39.1 A 7-month-old infant was brought by her mother to an outpatient clinic because of a 2-day history of fever, copious nasal secretions, and wheezing. The mother volunteered that the baby has been healthy and has not had these symptoms in the past. The infant’s temperature is noted to be 100.7°F (38.1°C), her respiratory rate is 50 breaths/min, and her pulse oximetry is 95% on room air. Physical examination reveals no signs of dehydration, but wheezing is heard on bilateral lung fields on auscultation. The infant shows no improvement after three treatments with nebulized albuterol. Which of the following is the recommended treatment?
A. Continued nebulized albuterol every 4 hours.
B. Antihistamines and decongestants.
C. Antibiotics for 7 days.
D. Initiate Synagis.
E. Supportive care with hydration and humidified oxygen.
39.2 A 9-year-old girl is being seen in your office with fever and difficulty breathing. You are concerned about the diagnosis of epiglottitis. Which of the following is the most accurate statement regarding epiglottitis?

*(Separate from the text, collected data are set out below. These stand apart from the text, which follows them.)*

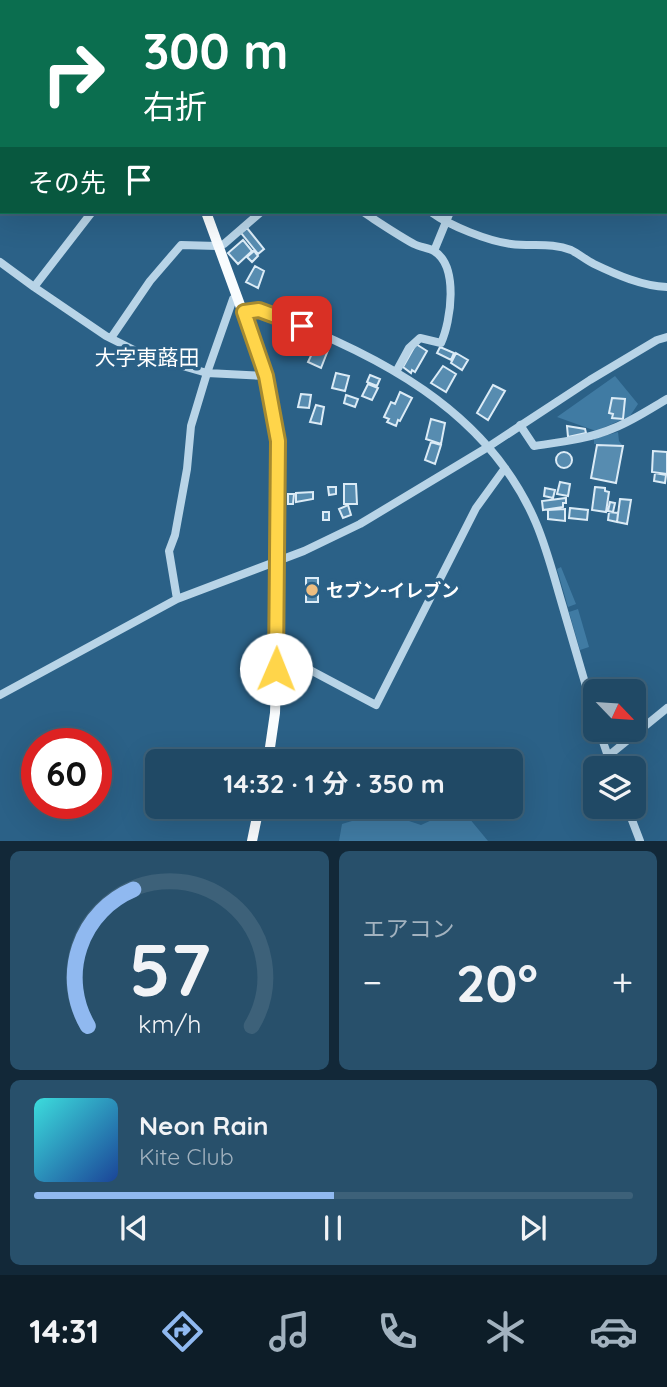 <!DOCTYPE html>
<html lang="ja">
<meta charset="utf-8">
<style>
:root{--surface:#204965;--page:#28506b;--text:#f1f3f6;--muted:#a2b2bf;--line:#3d6179;--accent:#90b9f0}
body{margin:0;font-family:Quicksand,"Noto Sans JP",sans-serif;background:var(--page);color:var(--text);height:100vh;display:flex;flex-direction:column;font-size:26px;white-space:nowrap}
*{box-sizing:border-box;margin:0}
p{font-size:23px;color:var(--muted)}
.icon{flex:none;width:38px;height:38px;fill:none;stroke:currentColor;stroke-width:2;stroke-linecap:round;stroke-linejoin:round}
.map{position:relative;height:841px;overflow:hidden}
.sheet{display:flex;flex-direction:column;gap:10px;padding:10px;background:#122838;flex:1}
.sheet>*{flex:none}
.guide{position:absolute;left:0px;top:0px;width:668px;height:214px;box-shadow:0 7px 28px #0002,0 0 0 2px var(--line);background:#0b6e4f;color:#fff;overflow:hidden}
.needle{width:46px;rotate:115deg}
.buttons{position:absolute;left:583px;top:679px;display:grid;gap:14px}
.buttons a{display:grid;place-items:center;width:63px;height:63px;border-radius:10px;background:var(--surface);box-shadow:0 7px 28px #0002,0 0 0 2px var(--line);font-size:35px}
.speed{position:absolute;left:21px;top:728px;display:flex;gap:14px;font-size:35px;font-weight:700;text-align:center}
.speed>*{display:grid;place-content:center;width:91px;height:91px;border-radius:50%;background:var(--surface);box-shadow:0 7px 28px #0002,0 0 0 2px var(--line);line-height:1}
.speed .limit{border:10px solid #d22;background:#fff;color:#111}
.pin{position:absolute;display:grid;place-items:center;width:60px;height:60px;color:#fff;margin:-30px;border-radius:14px;box-shadow:0 4px 10px #0006}
.me{position:absolute;width:77px;margin:-38px;rotate:1deg;stroke-linejoin:round;filter:drop-shadow(0 0 5px #0008)}
.turn{display:flex;align-items:center;gap:24px;height:147px;padding:0 28px;font-size:32px}
.turn .icon{width:91px;height:91px;stroke-width:2.5}
.turn b{display:block;font-size:49px;line-height:60px}
.then{display:flex;align-items:center;height:66px;padding:0 28px;background:#0003;gap:14px;font-size:26px}
.big{font-size:52px;font-weight:700;line-height:1.1}
.sheet .tile{flex:1;display:flex;flex-direction:column;justify-content:center;gap:10px;min-width:0;padding:0 24px;border-radius:10px;background:var(--page)}
.sheet .dial{align-items:center;gap:0}
.dial svg{height:182px;overflow:visible;fill:none;stroke:var(--line);stroke-width:7;stroke-linecap:round;text-anchor:middle}
.dial text{fill:var(--text);stroke:none}
.song{display:flex;align-items:center;gap:21px}
.cover{width:84px;height:84px;border-radius:10px;background:linear-gradient(135deg,hsl(180 70% 55%),hsl(220 70% 35%))}
.played{height:7px;border-radius:4px;background:linear-gradient(90deg,var(--accent) 50%,var(--line) 50%)}
.keys{display:flex;justify-content:space-around;direction:ltr}
.heat{display:flex;justify-content:space-between;align-items:center;font-size:38px;direction:ltr}
.sheet .tiles{flex:1;display:grid;gap:10px;grid-template-columns:1fr 1fr}
.tile:last-child{grid-column:span 2}
.trip{position:absolute;left:145px;top:749px;width:378px;height:70px;border-radius:10px;background:var(--surface);box-shadow:0 7px 28px #0002,0 0 0 2px var(--line);font-weight:700;line-height:70px;text-align:center}
.tab-bar{display:flex;height:112px;justify-content:space-around;align-items:center;background:#0d1d28;color:var(--muted)}
.tab-bar .icon{width:49px;height:49px}
.tab-bar .on{color:var(--accent)}
.tab-bar b{font-size:32px;color:var(--text)}
.map>svg:first-child{display:block}
.green{fill:#407ba3}
.building{fill:#578cb0;stroke:#dbebf6;stroke-width:2}
.lines{fill:none;stroke-linecap:round;stroke-linejoin:round}
.minor{stroke:#b8d4e7;stroke-width:8}
.major{stroke:#f9fcfe;stroke-width:10}
.route-casing{stroke:#a68a30;stroke-width:18}
.route{stroke:#ffd54a;stroke-width:12}
.poi-dot{fill:#edbd80;stroke:#2b6187;stroke-width:2.5}
.labels{text-anchor:middle;dominant-baseline:central;stroke-width:7;stroke-linejoin:round;paint-order:stroke}
.poi-label{font-size:18px;font-weight:bold;fill:#fff;stroke:#2b6187;text-anchor:start}
.quarter-label{font-size:21px;fill:#fff;stroke:#2b6187}
</style>
<div class="map">
<svg width="667" height="841" viewBox="0 0 667 841">
<rect width="100%" height="100%" fill="#2b6187"/>
<path class="green" d="M615 376 638 404 630 416 596 431 557 417Z
M618 432 619 441 623 446 594 444V439Z
M561 567 576 604 568 607 557 569Z
M578 609 589 647 580 650 569 612Z
M382 812 421 825 445 814 464 812 488 841H339L342 824Z"/>
<path class="building" d="M247 228 264 249 258 254 241 233Z
M243 240 252 251 238 264 228 253Z
M254 251 258 256 252 262 247 257Z
M255 266 264 271 258 288 246 282Z
M287 331 298 333 294 350 284 348Z
M416 344 427 351 415 372 412 370 411 373 403 367Z
M316 345 328 350 321 368 308 362Z
M440 347 454 353 451 360 437 353Z
M456 353 468 360 462 370 451 363Z
M443 366 456 374 446 392 431 383Z
M336 373 349 376 345 391 332 388Z
M370 375 380 379 377 386 367 382Z
M368 384 378 388 372 400 362 396Z
M493 385 505 391 488 420 477 413Z
M400 392 412 398 400 421 398 420 396 426 387 422 389 419 384 417 391 402 395 404Z
M301 394 311 395 309 408 298 407Z
M346 395 358 399 355 407 344 403Z
M612 398 625 399 623 419 612 418 613 414 609 413Z
M316 405 324 407 321 424 310 422Z
M431 419 445 423 441 444 426 439Z
M567 426 585 429 586 433 568 437Z
M431 442 441 445 435 464 425 460Z
M597 445 623 446 616 483 591 478Z
M653 451 667 452V474L652 472Z
M556 460a8 8 0 1 1 16 0a8 8 0 1 1-16 0Z
M655 473 666 475 665 483 654 481Z
M560 482 570 484 568 496 557 494Z
M344 484H356L357 504H344Z
M328 487H336V494L329 495Z
M595 487 605 488V491L609 492 606 512 592 510Z
M545 488 555 490 553 498 544 496Z
M313 492V499L296 502V493Z
M288 494H294L293 504H288Z
M566 498V503H563V507L543 510 542 501Z
M620 499 631 500 627 524 617 522Z
M610 502 615 503 613 512 608 511Z
M348 505 351 515 343 518 339 509Z
M570 508 588 510 587 520 569 518Z
M565 509V521L548 519V510Z
M323 512H329V520H323Z
M609 512 618 513 617 522 608 520Z
M306 578H318V602H306Z"/>
<g class="lines">
<path class="minor" d="M202 0 206 2
M302 2V0
M0 75H2
M0 115 2 108
M92 212 34 287 106 336 144 355 207 373 233 299 237 296
M363 212C380 223 396 234 414 244 420 247 429 248 434 251 459 266 451 321 441 343L420 338 409 348 396 372
M431 212C450 226 488 241 511 244 531 247 552 242 571 250 579 254 586 260 594 264 617 275 642 286 667 287
M434 251 450 212
M0 262 34 287
M244 312 255 310 266 312C375 353 488 409 536 523 547 549 554 577 562 604 573 642 584 680 595 717
M111 338 150 281 181 245 217 246 224 244 261 212
M520 425 534 446C561 442 589 439 614 428 632 421 650 409 667 399
M177 599 169 551 175 535 187 469 191 426 207 373 266 376
M277 647 312 671 376 705 476 508 505 468
M0 695 177 599 304 551 360 524 488 447 590 380 657 340 667 337
M599 730 612 768
M607 757 667 708
M627 807 640 841"/>
<path class="major" d="M190 2V0
M206 212 266 376 278 441 277 647 275 713 268 761
M252 841 259 807"/>
</g>
<g class="lines">
<defs>
<path id="route" d="M276 669 278 441 266 376 244 312 259 310 302 326"/>
</defs>
<use href="#route" class="route-casing"/>
<use href="#route" class="route"/>
</g>
<circle class="poi-dot" cx="312" cy="590" r="7"/>
<g class="labels">
<g class="poi-label">
<text x="326" y="590">セブン-イレブン</text>
</g>
<g class="quarter-label">
<text x="147" y="357">大字東蕗田</text>
</g>
</g>
</svg>
<div class="buttons">
<a><svg class="needle" viewBox="-14 -14 28 28"><path d="M0-13l5 13h-10z" fill="#e53935"/><path d="M0 13l5-13h-10z" fill="#a2b2bf"/></svg></a>
<a><svg class="icon" aria-label="layers" viewBox="0 0 24 24"><path d="M12 4l9 5-9 5-9-5zM3 14l9 5 9-5"/></svg></a>
</div>
<div class="speed"><div class="limit">60</div></div>
<div class="pin" style="left:302px;top:326px;background:#d93025"><svg class="icon" aria-label="arrive" viewBox="0 0 24 24"><path d="M6 21V4h12l-3 4 3 4H6"/></svg></div>
<svg class="me" style="left:276px;top:669px" viewBox="-20 -20 40 40"><circle r="19" fill="#fff"/><path d="M0-13L10 11 0 6-10 11z" fill="#ffd54a"/></svg>
<div class="trip">14:32 · 1 分 · 350 m</div>
<div class="guide">
<div class="turn"><svg class="icon" aria-label="right" viewBox="0 0 24 24"><path d="M7 20v-9h11M14 6l5 5-5 5"/></svg><div><b>300 m</b>右折</div></div>
<div class="then">その先<svg class="icon" aria-label="arrive" viewBox="0 0 24 24"><path d="M6 21V4h12l-3 4 3 4H6"/></svg></div>
</div>
</div>
<section class="sheet">
<div class="tiles">
<div class="tile dial"><svg viewBox="0 0 100 80">
<path d="M14 69A42 42 0 1 1 86 69"/>
<path d="M14 69A42 42 0 0 1 34 9" stroke="#90b9f0"/>
<text x="50" y="56" font-size="32" font-weight="700">57</text>
<text x="50" y="72" font-size="11">km/h</text>
</svg></div>
<div class="tile"><p>エアコン</p>
<div class="heat"><a>−</a><b class="big">20°</b><a>+</a></div>
</div>
<div class="tile">
<div class="song"><i class="cover"></i><div><b>Neon Rain</b><p>Kite Club</p></div></div>
<div class="played"></div>
<div class="keys"><svg class="icon" aria-label="previous" viewBox="0 0 24 24"><path d="M18 5L8 12l10 7zM5 5v14"/></svg><svg class="icon" aria-label="pause" viewBox="0 0 24 24"><path d="M8 5v14M16 5v14"/></svg><svg class="icon" aria-label="next" viewBox="0 0 24 24"><path d="M6 5l10 7-10 7zM19 5v14"/></svg></div>
</div>
</div>
</section>
<nav class="tab-bar">
<b>14:31</b>
<svg class="icon on" aria-label="directions" viewBox="0 0 24 24"><path d="M12 3l9 9-9 9-9-9zM9 14v-3h6M13 9l2 2-2 2"/></svg>
<svg class="icon" aria-label="music" viewBox="0 0 24 24"><path d="M9 18V5l10-2v13"/><circle cx="6" cy="18" r="3"/><circle cx="16" cy="16" r="3"/></svg>
<svg class="icon" aria-label="phone" viewBox="0 0 24 24"><path d="M5 4h4l2 5-3 2q2 4 5 5l2-3 5 2v4C11 20 4 13 5 4z"/></svg>
<svg class="icon" aria-label="climate" viewBox="0 0 24 24"><path d="M12 3v18M4 7l16 10M4 17L20 7"/></svg>
<svg class="icon" aria-label="car" viewBox="0 0 24 24"><path d="M5 17H2v-5l4-1 3-4h7l3 4 3 1v5h-3M9 17h6M6 11h13"/><circle cx="7" cy="17" r="2"/><circle cx="17" cy="17" r="2"/></svg>
</nav>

A. Child usually prefers to be in prone position.
B. Radiographic finding of “steeple sign.”
C. Every effort should be made to visualize the epiglottis in the office to confirm the diagnosis.
D. Diagnosis is decreasing in incidence.
39.3 A 5-year-old child is brought into the office due to the mother’s concern of difficulty breathing. On examination wheezing is noted. In which of the following conditions is antibiotic therapy most appropriate?
A. Asthma
B. Epiglottitis
C. Croup
D. Bronchiolitis
E. Foreign-body aspiration
39.4 A 12-year-old girl was brought to the emergency department because of severe sore throat, muffled voice, drooling, and fatigue. She had been sick for the past 3 days and is unable to eat because of painful swallowing. The parents deny any history of recurrent pharyngitis. The patient still managed to open her mouth and you were able to see an abscess at the upper pole of the right tonsil with deviation of the uvula toward the midline. Examination of the neck reveals enlarged and tender lymph nodes. Which of the following is the most appropriate management?
A. Analgesics for pain
B. Oral antibiotics
C. Nebulized racemic epinephrine
D. Incision and drainage of the abscess
E. Tonsillectomy and adenoidectomy
39.1 E. Bronchiolitis is the most likely diagnosis in this case. There is no established treatment for bronchiolitis except for supportive management of the patient’s symptoms. Because the infant did not respond to an albuterol trial, there is no justification for continuing its use. Antihistamines, decongestants, and antibiotics are not effective. Synagis is not helpful in the acute setting.
39.2 D. The incidence of epiglottitis has markedly reduced since the introduction of the Hib vaccine. Children with epiglottitis are more likely to be in the tripod position than prone. The “steeple sign” is seen in croup; the “thumb” sign is seen in epiglottitis. Visualization of the epiglottis should preferentially occur in an operating room, where immediate intubation or tracheostomy can occur.
39.3 B. Epiglottitis is usually a bacterial infection treated with antibiotics.
39.4 D. This patient is suffering from peritonsillar abscess. Of the choices listed, incision and drainage is the most appropriate. Tonsillectomy is only indicated if there are confirmed cases of recurrent pharyngitis and peritonsillar abscess.